*** EXERCISE DATA ***

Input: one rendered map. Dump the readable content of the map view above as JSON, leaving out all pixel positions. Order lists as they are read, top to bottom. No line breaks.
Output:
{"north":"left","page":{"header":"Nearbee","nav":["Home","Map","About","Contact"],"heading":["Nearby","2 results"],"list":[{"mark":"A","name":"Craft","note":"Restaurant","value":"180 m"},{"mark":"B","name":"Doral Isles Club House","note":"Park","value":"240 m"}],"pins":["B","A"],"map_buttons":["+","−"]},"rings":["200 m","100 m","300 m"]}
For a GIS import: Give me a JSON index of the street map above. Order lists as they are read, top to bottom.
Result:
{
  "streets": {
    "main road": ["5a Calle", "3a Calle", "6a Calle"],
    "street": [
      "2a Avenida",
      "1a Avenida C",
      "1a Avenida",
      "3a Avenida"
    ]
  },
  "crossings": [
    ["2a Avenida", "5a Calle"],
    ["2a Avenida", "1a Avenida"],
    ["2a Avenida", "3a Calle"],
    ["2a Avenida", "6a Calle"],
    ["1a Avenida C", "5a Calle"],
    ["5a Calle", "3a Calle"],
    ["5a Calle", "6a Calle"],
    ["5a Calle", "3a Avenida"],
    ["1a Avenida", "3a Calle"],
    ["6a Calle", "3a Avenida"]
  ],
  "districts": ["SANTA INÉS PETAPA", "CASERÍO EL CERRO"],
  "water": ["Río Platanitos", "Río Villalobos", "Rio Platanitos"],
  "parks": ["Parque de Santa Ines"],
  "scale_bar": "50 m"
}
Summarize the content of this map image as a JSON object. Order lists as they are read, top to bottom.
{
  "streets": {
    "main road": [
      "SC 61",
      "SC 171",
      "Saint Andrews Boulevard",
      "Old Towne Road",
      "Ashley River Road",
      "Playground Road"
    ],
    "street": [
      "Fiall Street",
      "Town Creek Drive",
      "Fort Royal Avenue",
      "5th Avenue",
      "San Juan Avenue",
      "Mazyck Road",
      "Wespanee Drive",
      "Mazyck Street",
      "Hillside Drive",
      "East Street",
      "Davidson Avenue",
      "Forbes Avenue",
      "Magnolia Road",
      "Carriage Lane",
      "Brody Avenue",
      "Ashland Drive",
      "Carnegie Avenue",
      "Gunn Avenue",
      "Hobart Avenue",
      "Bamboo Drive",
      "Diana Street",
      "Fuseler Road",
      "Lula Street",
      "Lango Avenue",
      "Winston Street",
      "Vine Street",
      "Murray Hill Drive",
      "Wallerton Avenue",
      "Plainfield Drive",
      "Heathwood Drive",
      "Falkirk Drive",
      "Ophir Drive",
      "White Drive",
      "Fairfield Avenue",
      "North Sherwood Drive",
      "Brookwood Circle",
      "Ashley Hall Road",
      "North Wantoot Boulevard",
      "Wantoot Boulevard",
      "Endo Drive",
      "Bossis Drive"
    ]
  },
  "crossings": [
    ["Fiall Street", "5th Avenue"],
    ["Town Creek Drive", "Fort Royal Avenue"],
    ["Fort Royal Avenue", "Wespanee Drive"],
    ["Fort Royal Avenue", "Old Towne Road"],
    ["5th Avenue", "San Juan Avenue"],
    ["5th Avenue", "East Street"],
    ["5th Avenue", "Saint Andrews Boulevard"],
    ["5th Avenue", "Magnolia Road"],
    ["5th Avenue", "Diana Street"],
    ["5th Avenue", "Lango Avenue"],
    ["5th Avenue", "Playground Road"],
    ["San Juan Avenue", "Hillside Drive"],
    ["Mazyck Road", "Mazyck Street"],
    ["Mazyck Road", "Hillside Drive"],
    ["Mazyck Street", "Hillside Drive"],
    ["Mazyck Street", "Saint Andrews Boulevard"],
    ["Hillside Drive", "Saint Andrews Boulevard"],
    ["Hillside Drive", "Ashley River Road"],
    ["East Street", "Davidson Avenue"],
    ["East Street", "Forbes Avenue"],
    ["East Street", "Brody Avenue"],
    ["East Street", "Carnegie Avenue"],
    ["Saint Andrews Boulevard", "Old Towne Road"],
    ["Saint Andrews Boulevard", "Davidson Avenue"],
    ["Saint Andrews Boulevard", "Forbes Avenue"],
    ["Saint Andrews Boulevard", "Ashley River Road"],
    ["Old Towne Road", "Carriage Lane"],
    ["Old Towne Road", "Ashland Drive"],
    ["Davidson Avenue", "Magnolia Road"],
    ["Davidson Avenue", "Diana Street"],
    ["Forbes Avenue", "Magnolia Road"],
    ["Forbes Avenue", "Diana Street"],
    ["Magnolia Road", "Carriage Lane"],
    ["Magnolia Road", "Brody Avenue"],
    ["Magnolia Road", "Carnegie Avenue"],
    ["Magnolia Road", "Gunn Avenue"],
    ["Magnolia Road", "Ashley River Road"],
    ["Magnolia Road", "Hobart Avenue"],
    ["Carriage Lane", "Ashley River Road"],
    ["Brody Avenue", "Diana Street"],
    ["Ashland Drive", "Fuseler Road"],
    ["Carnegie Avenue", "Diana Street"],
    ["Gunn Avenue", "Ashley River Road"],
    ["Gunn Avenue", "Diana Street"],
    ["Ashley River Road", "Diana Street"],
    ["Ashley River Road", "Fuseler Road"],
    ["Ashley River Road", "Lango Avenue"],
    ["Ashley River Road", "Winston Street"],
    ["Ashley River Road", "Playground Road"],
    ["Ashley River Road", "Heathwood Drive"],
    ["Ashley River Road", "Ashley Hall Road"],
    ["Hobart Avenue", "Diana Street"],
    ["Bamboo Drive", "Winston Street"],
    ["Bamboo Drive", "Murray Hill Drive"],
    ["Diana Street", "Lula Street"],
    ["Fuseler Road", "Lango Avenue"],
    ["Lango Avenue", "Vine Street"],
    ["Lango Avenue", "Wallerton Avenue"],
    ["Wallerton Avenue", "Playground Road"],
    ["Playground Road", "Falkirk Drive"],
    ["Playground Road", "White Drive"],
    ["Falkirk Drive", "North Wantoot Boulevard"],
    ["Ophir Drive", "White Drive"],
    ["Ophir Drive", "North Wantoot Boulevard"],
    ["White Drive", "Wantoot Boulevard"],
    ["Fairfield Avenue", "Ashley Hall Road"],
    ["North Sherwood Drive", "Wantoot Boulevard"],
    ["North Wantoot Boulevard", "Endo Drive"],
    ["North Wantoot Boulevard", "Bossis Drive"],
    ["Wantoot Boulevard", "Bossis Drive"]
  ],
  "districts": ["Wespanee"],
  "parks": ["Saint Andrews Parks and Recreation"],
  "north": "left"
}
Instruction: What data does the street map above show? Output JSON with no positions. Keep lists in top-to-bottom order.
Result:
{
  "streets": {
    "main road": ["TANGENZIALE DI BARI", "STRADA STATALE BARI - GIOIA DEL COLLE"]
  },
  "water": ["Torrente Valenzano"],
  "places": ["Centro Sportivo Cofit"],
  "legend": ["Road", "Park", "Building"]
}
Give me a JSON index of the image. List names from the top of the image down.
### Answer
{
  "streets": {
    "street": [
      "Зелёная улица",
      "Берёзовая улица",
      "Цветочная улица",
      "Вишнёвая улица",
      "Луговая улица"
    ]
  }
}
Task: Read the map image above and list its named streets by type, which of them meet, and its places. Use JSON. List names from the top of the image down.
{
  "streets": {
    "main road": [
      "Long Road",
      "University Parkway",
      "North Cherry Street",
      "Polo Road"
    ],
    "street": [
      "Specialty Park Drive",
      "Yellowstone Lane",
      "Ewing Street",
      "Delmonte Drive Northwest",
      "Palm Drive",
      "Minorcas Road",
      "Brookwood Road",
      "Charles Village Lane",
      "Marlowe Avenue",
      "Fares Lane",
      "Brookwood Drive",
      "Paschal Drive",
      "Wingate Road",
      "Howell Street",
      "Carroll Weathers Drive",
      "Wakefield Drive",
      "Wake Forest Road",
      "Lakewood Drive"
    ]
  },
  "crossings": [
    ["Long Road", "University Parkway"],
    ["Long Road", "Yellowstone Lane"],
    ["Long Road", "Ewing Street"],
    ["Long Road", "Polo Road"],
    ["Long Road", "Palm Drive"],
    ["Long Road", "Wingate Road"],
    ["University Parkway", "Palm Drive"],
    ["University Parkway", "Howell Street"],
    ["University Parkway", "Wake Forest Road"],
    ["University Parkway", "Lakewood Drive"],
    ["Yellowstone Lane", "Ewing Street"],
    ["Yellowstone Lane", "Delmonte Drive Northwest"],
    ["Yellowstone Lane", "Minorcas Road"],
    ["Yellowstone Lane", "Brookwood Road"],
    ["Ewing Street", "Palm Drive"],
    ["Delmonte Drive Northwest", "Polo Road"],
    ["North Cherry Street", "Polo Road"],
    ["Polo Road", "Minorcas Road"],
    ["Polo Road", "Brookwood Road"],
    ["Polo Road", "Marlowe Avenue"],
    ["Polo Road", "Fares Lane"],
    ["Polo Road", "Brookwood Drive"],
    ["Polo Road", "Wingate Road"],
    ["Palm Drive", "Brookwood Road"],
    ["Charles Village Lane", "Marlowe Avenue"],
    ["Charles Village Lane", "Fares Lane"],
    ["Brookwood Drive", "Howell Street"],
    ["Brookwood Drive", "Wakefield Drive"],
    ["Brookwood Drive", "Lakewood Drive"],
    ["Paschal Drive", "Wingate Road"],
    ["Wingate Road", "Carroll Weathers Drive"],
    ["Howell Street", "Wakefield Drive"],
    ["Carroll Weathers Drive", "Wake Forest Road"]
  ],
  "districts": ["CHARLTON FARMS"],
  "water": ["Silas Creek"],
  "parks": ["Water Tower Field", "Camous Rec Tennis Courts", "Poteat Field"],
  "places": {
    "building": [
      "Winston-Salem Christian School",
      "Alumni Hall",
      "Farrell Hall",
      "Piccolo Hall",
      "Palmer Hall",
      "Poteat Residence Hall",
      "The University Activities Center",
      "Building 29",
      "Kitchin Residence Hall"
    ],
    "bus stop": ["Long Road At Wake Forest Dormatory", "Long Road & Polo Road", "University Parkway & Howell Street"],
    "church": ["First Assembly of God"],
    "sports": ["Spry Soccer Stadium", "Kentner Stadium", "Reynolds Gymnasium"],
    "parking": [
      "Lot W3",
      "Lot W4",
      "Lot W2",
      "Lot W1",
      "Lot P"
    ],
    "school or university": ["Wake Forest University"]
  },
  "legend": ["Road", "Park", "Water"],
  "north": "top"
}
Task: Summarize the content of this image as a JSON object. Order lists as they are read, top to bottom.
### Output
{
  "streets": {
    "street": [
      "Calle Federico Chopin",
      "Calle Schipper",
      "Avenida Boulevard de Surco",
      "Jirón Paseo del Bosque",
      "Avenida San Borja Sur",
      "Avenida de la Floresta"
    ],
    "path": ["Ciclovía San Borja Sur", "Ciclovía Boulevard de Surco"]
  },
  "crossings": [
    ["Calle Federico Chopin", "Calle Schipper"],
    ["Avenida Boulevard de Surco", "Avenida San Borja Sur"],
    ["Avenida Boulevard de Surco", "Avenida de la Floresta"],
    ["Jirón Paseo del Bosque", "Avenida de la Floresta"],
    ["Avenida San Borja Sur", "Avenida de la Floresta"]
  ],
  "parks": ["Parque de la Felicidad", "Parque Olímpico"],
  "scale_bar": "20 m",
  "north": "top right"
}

*** End of EXERCISE DATA ***

EXERCISE DIRECTIONS =>
Figure out how many lines above hold "Forest", then give that number alone.

EXERCISE RESULT =>
5